Sa façade était surmontée d’une rotonde imposante (qu’on aurait dite en stuc tant elle faisait décor d’opérette) où chaque semaine, le lundi, un employé accrochait des lettres lumineuses qui, mises bout à bout, formaient le titre du film. Quelquefois, suite à un court-circuit, une lettre s’éteignait, provoquant ainsi l’amusement des enfants.

Les trois doubles portes à battants du « Régina Palace » étaient recouvertes de faux cuir noir et percées de hublots à hauteur d’homme, derrière lesquels le propriétaire surveillait la file d’attente avant d’ouvrir pour nous laisser entrer.

Le dimanche en matinée, il s’entourait d’aides vigilants pour calmer l’impatience des jeunes gens, pressés d’aller serrer les filles dans l’ombre.

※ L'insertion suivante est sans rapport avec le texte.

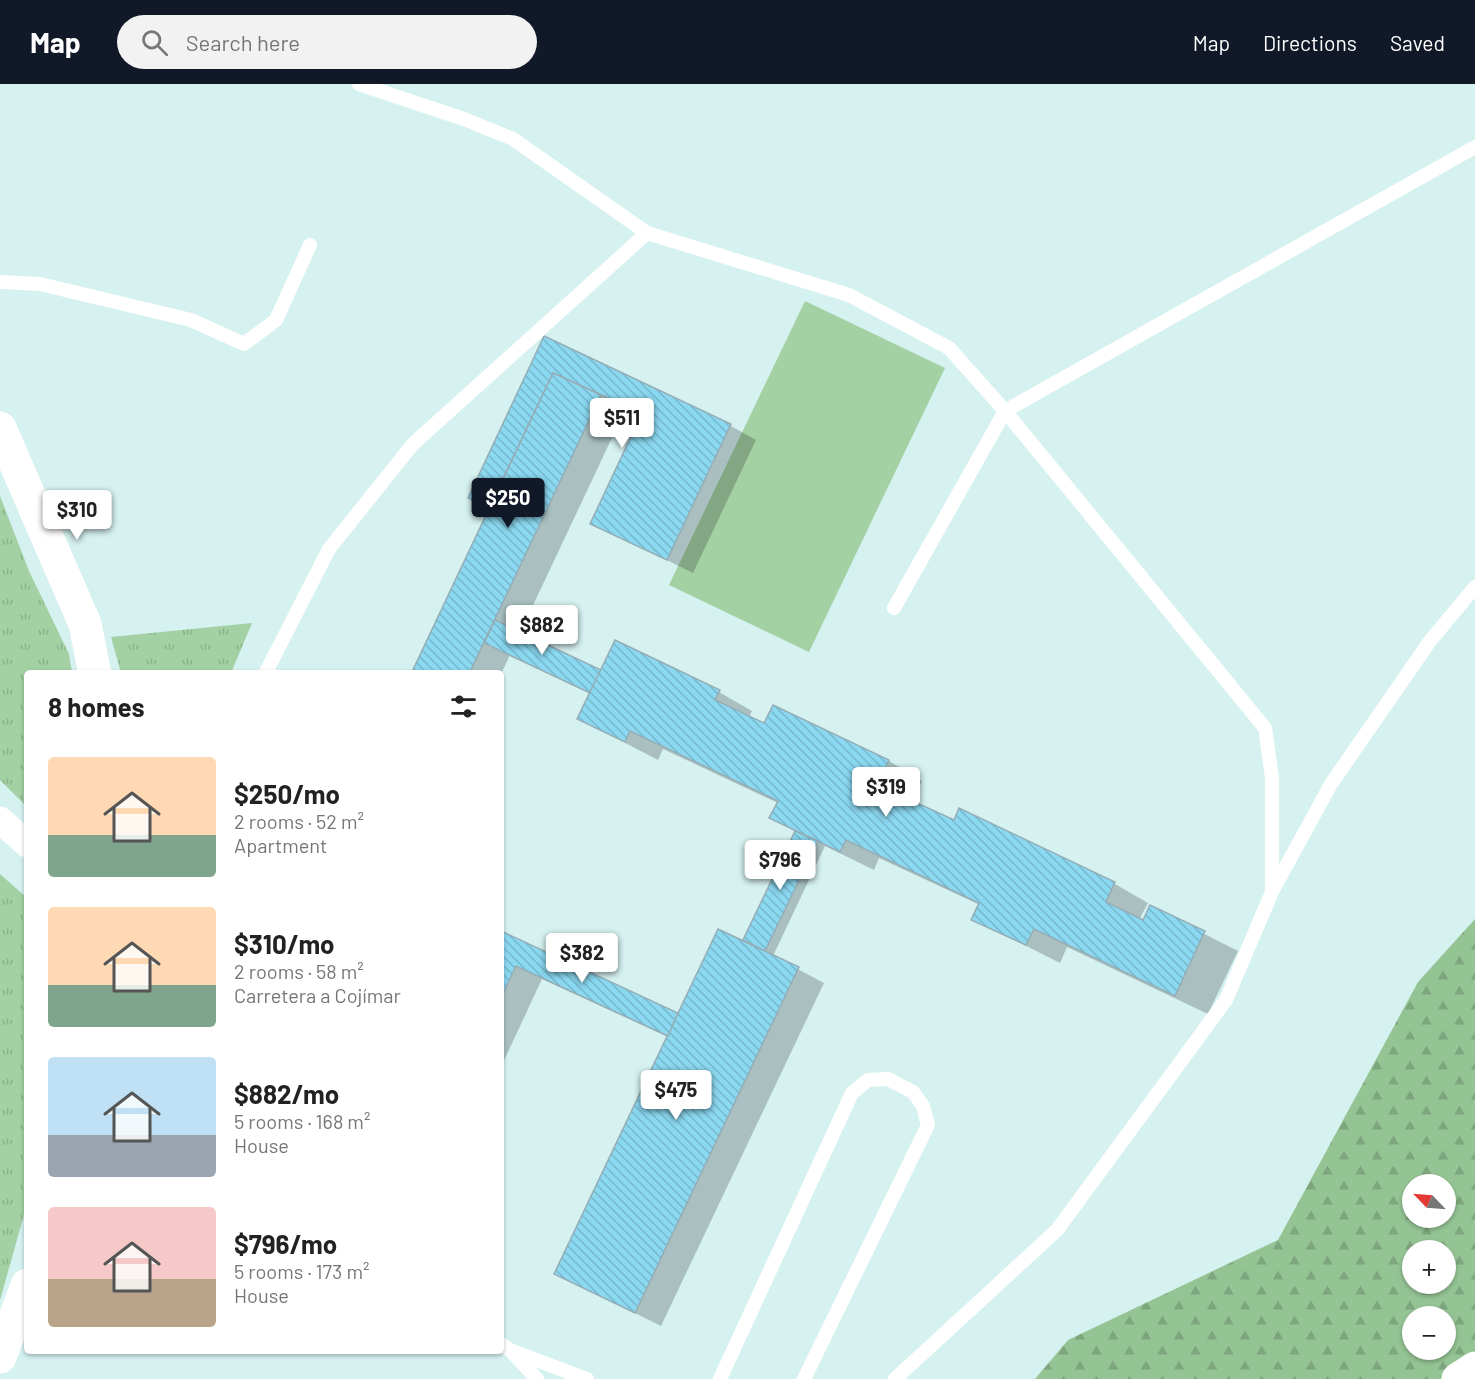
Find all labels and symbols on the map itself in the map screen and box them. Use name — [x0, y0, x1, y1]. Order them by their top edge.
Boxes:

« Le Régina » venait d’être rénové, ce qui justifiait probablement aux yeux de la nouvelle direction l’appellation de palace, quand même exagérée. Qu’importe, au début des années soixante, les gens d’Arcueil n’étaient pas regardants : que le film soit parfois en Eastmancolor suffisait à les émerveiller.

Lorsque j’étais en avance, je m’attardais à regarder les photos exposées, pour les besoins de la publicité, dans une petite vitrine fermant à clef.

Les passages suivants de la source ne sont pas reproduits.